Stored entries
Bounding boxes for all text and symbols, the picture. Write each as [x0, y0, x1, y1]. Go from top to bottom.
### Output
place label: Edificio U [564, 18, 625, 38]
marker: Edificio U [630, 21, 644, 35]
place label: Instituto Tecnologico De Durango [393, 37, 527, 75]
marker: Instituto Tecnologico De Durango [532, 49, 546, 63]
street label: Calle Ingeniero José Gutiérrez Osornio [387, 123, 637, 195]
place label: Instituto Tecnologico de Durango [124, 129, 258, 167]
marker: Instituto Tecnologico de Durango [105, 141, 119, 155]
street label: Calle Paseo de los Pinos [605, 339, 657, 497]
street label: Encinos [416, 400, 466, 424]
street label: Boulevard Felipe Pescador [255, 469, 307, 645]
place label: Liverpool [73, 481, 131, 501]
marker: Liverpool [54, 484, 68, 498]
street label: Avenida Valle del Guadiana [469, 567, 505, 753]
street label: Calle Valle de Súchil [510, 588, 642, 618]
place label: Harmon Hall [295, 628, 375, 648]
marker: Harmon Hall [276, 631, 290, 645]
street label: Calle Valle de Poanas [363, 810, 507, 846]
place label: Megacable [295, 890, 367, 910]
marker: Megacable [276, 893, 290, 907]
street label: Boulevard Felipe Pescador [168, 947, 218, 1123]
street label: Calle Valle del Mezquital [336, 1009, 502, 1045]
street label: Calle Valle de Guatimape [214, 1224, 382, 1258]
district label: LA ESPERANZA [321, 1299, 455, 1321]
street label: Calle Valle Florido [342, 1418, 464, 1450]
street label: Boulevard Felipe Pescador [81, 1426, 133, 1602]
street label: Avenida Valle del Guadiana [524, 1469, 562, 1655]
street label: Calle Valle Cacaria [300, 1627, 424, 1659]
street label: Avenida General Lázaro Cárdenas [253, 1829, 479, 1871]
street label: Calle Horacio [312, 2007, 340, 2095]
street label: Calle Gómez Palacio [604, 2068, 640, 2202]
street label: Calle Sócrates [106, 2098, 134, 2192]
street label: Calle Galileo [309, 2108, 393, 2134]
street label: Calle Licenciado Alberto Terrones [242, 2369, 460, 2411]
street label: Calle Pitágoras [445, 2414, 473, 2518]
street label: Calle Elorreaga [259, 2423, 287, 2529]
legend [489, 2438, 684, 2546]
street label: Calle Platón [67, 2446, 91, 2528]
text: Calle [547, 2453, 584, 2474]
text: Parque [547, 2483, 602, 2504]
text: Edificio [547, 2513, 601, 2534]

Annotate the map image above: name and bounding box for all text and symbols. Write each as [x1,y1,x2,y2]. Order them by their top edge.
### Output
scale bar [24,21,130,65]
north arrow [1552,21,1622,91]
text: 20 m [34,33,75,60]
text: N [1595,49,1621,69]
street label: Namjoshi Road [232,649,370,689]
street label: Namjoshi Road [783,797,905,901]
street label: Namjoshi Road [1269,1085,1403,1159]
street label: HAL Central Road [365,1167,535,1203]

YOUR ASSIGNMENT: Each line above with the word "Liverpool" needs to be copied.

ANSWER BOX:
place label: Liverpool [73, 481, 131, 501]
marker: Liverpool [54, 484, 68, 498]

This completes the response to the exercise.